Salah satu keistimewaan bulan Ramadlan adalah di dalamnya terdapat satu malam yang lebih baik daripada seribu bulan. Malam itu adalah Lailatul Qadar. Satu amal ibadah yang dikerjakan di dalamnya, nilainya, lebih baik daripada amal tersebut dilakukan selama seribu bulan yang tak ada Lailatul Qadar di dalamnya. Maka selayaknya seorang muslim bersungguh-sungguh meraih keutamaan malam itu.
Firman Allah dalam surat Al-Qadar :
إِنَّا أَنْزَلْنَاهُ فِي لَيْلَةِ الْقَدْرِ (1) وَمَا أَدْرَاكَ مَا لَيْلَةُ الْقَدْرِ (2) لَيْلَةُ الْقَدْرِ خَيْرٌ مِنْ أَلْفِ شَهْرٍ (3) تَنَزَّلُ الْمَلَائِكَةُ وَالرُّوحُ فِيهَا بِإِذْنِ رَبِّهِمْ مِنْ كُلِّ أَمْرٍ (4) سَلَامٌ هِيَ حَتَّى مَطْلَعِ الْفَجْرِ (5)
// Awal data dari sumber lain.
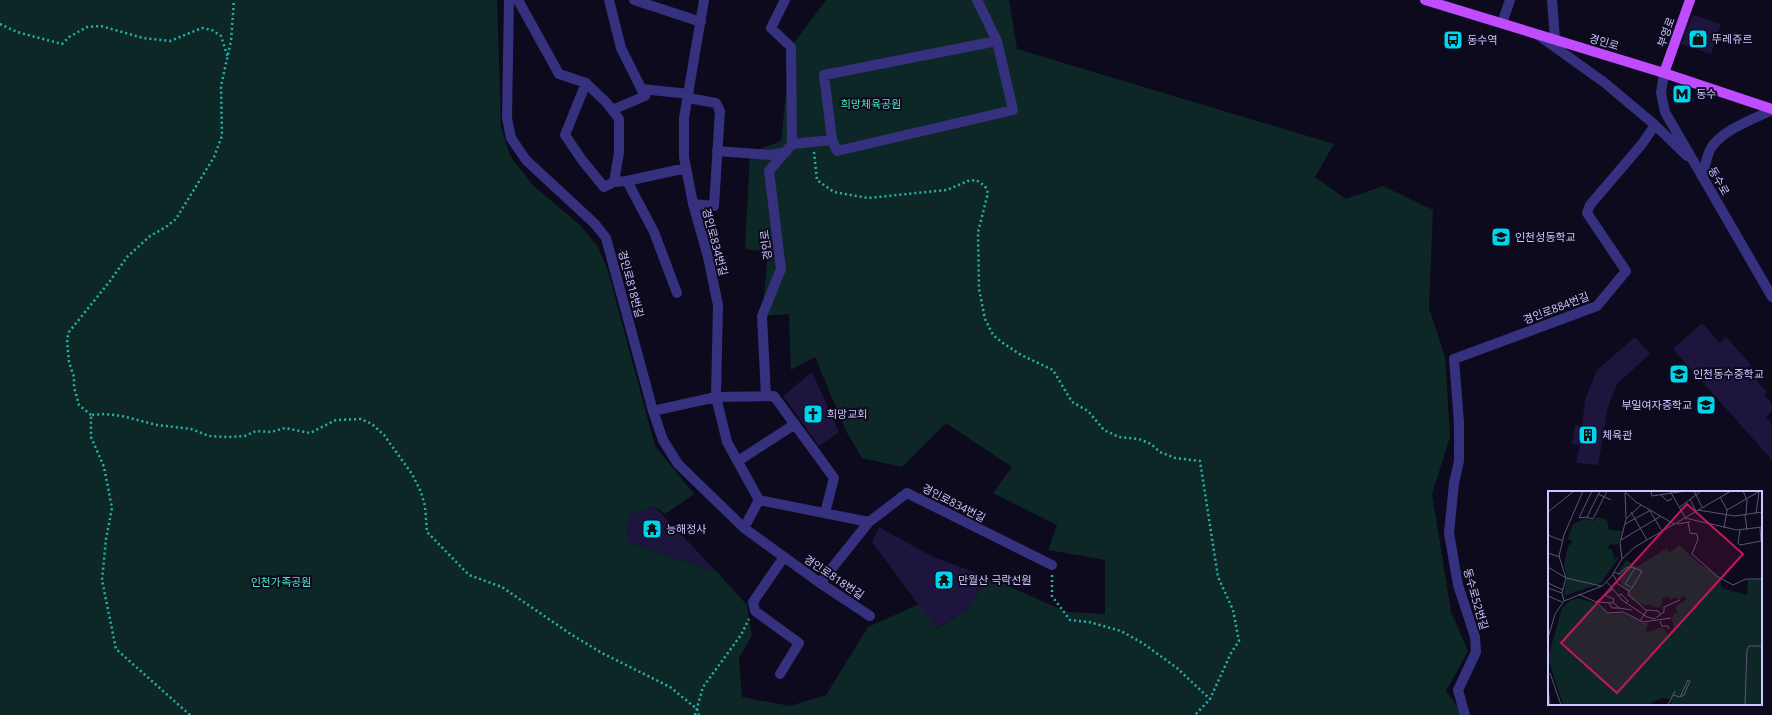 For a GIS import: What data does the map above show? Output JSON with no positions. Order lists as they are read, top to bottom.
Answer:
{
  "streets": {
    "main road": ["부영로", "경인로"],
    "street": [
      "동수로",
      "경인로834번길",
      "경인로818번길",
      "경인로884번길",
      "동수로52번길"
    ]
  },
  "crossings": [
    ["부영로", "경인로"],
    ["부영로", "동수로"],
    ["경인로", "동수로"],
    ["경인로884번길", "동수로52번길"]
  ],
  "parks": ["희망체육공원", "인천가족공원"],
  "places": {
    "shop": ["뚜레쥬르"],
    "bus stop": ["동수역"],
    "metro station": ["동수"],
    "school or university": ["인천성동학교", "인천동수중학교", "부일여자중학교"],
    "church": ["희망교회"],
    "building": ["체육관"],
    "temple": ["능해정사", "만월산 극락선원"]
  }
} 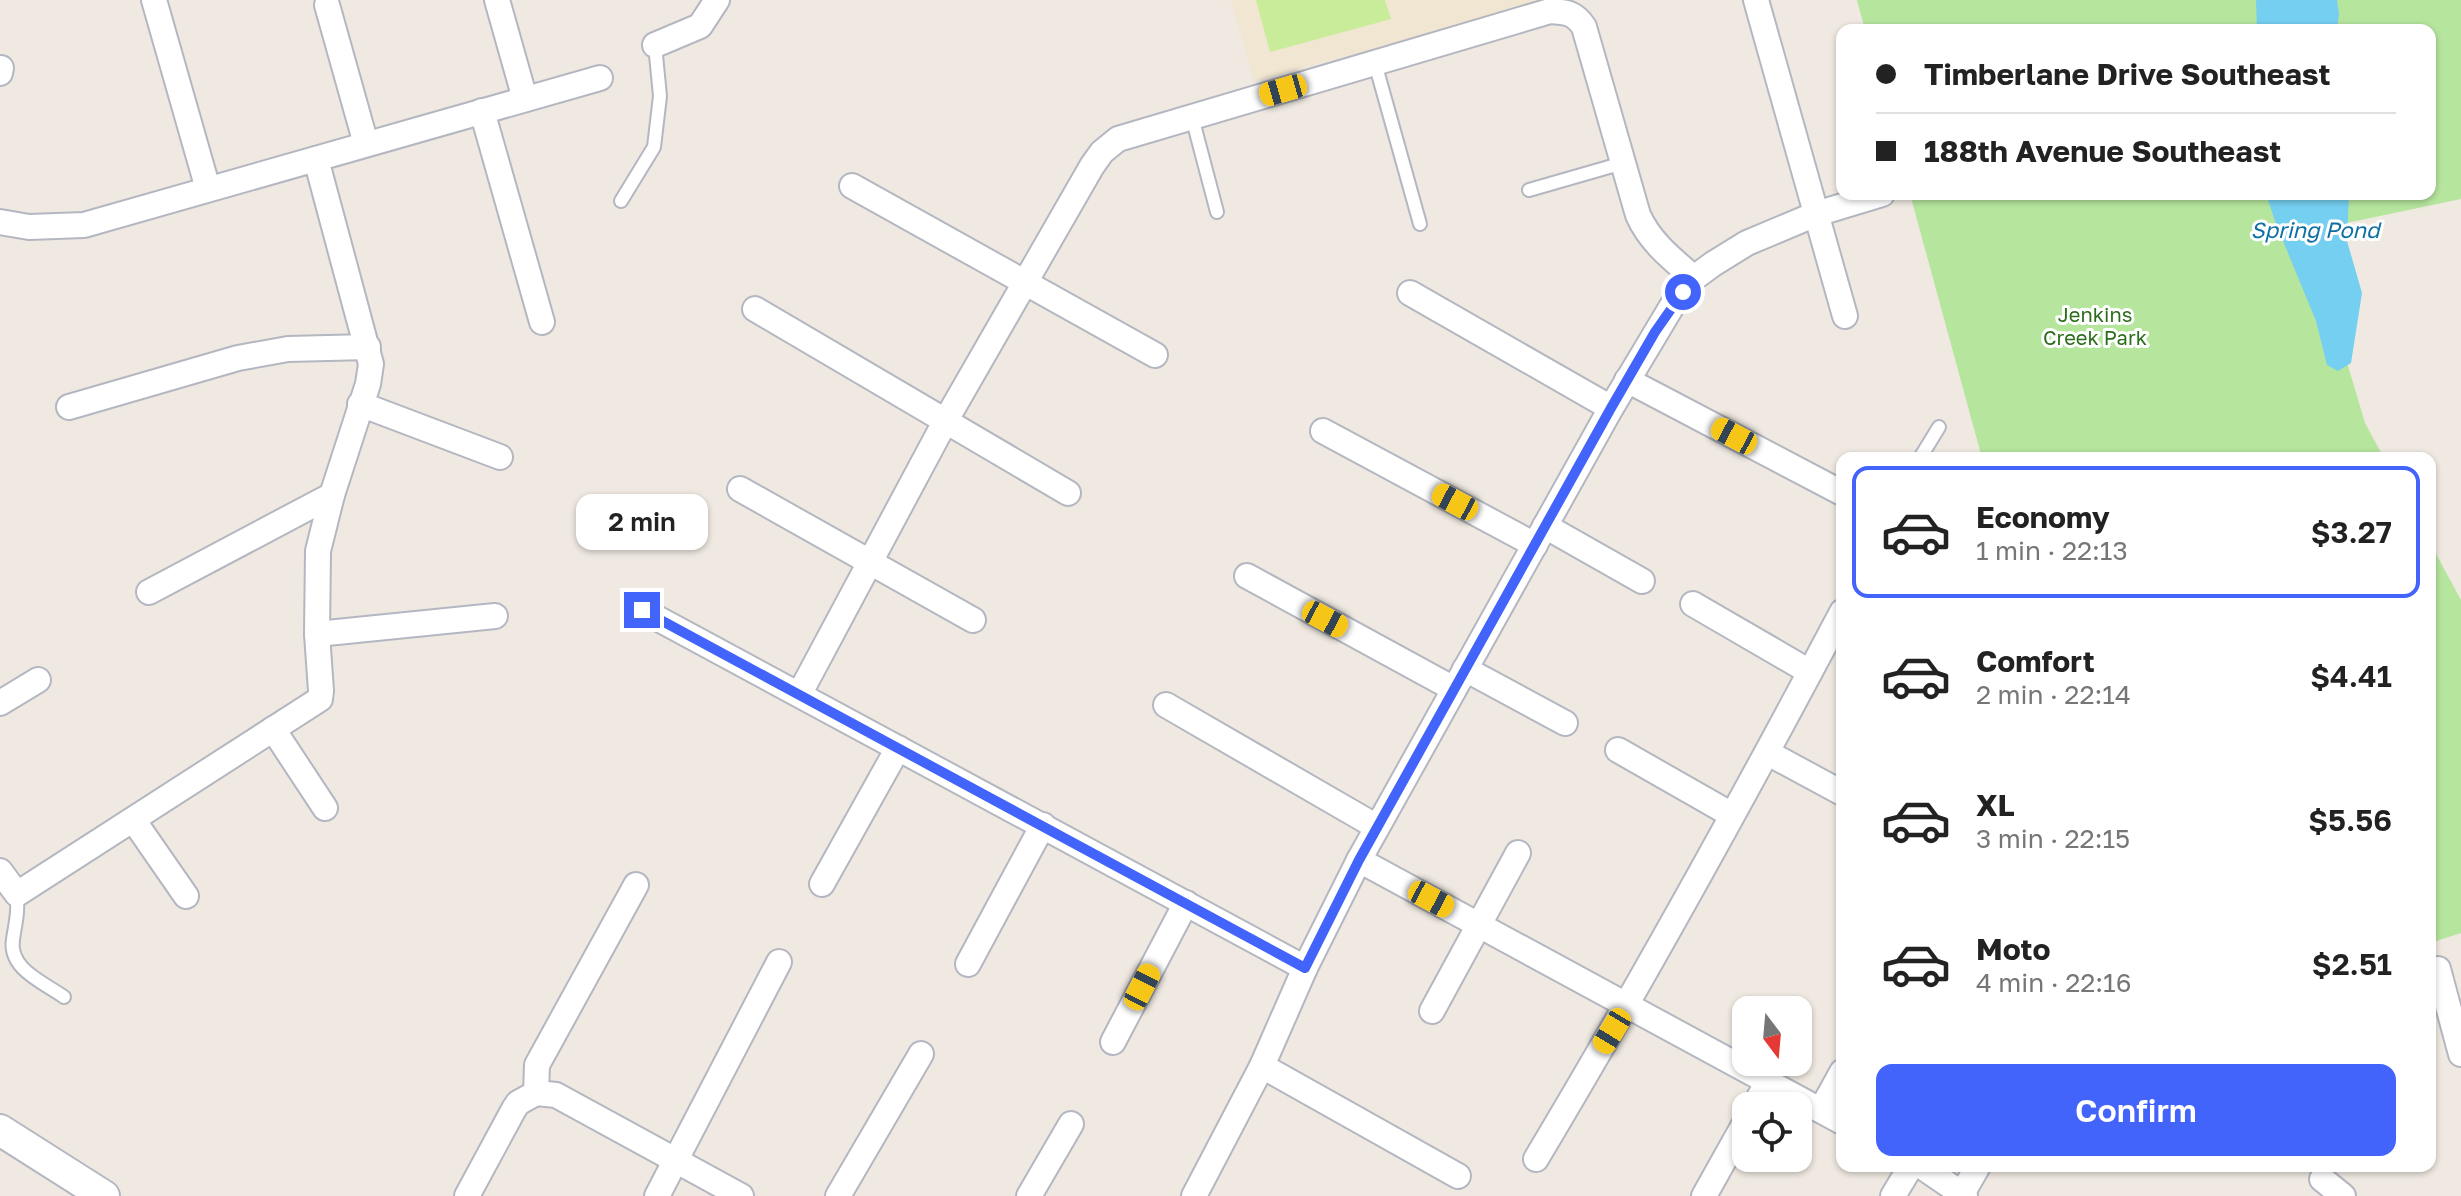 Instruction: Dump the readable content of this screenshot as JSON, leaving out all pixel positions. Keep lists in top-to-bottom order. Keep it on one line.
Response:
{"water":["Spring Pond"],"parks":["Jenkins Creek Park"],"north":"bottom","page":{"banner":["Timberlane Drive Southeast","188th Avenue Southeast"],"list":[{"name":"Economy","note":"1 min · 22:13","value":"$3.27"},{"name":"Comfort","note":"2 min · 22:14","value":"$4.41"},{"name":"XL","note":"3 min · 22:15","value":"$5.56"},{"name":"Moto","note":"4 min · 22:16","value":"$2.51"}],"bubble":"2 min","buttons":"Confirm"}}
"Sesungguhnya Kami telah menurunkannya (Al Qur'an) pada malam kemuliaan. Dan tahukah kamu apakah malam kemuliaan itu? Malam kemuliaan itu lebih baik dari seribu bulan. Pada malam itu turun malaikat-malaikat dan malaikat Jibril dengan izin Tuhannya untuk mengatur segala urusan. Malam itu (penuh) kesejahteraan sampai terbit fajar."
Dalam rangka memperoleh keutamaan Lailatul Qadar, Nabi kita Muhammad shallallahu 'alaihi wasallam beri'tikaf selama sepuluh hari terakhir di bulan Ramadlan. Dan bagi umatnya, beri'tikaf termasuk sunnah yang dianjurkan.
Diriwayatkan dari 'Aisyah radliyallah 'anha, berkata, bahwasanya Rasulullah shallallahu 'alaihi wasallam beri'tikaf pada sepuluh hari terakhir di bulan Ramadlan hingga Allah mewafatkan beliau. Kemudian para istri beliau beri'tikaf sesudahnya. (HR. Bukhari dan Muslim). Dan dalam riwayat lain beliau kemudian bersabda:
تَحَرَّوْا لَيْلَةَ الْقَدْرِ فِي الْعَشْرِ الْأَوَاخِرِ مِنْ رَمَضَانَ
"Carilah Lailatul Qadar pada sepuluh hari terakhir dari bulan Ramadlan." (HR. at-Tirmidzi)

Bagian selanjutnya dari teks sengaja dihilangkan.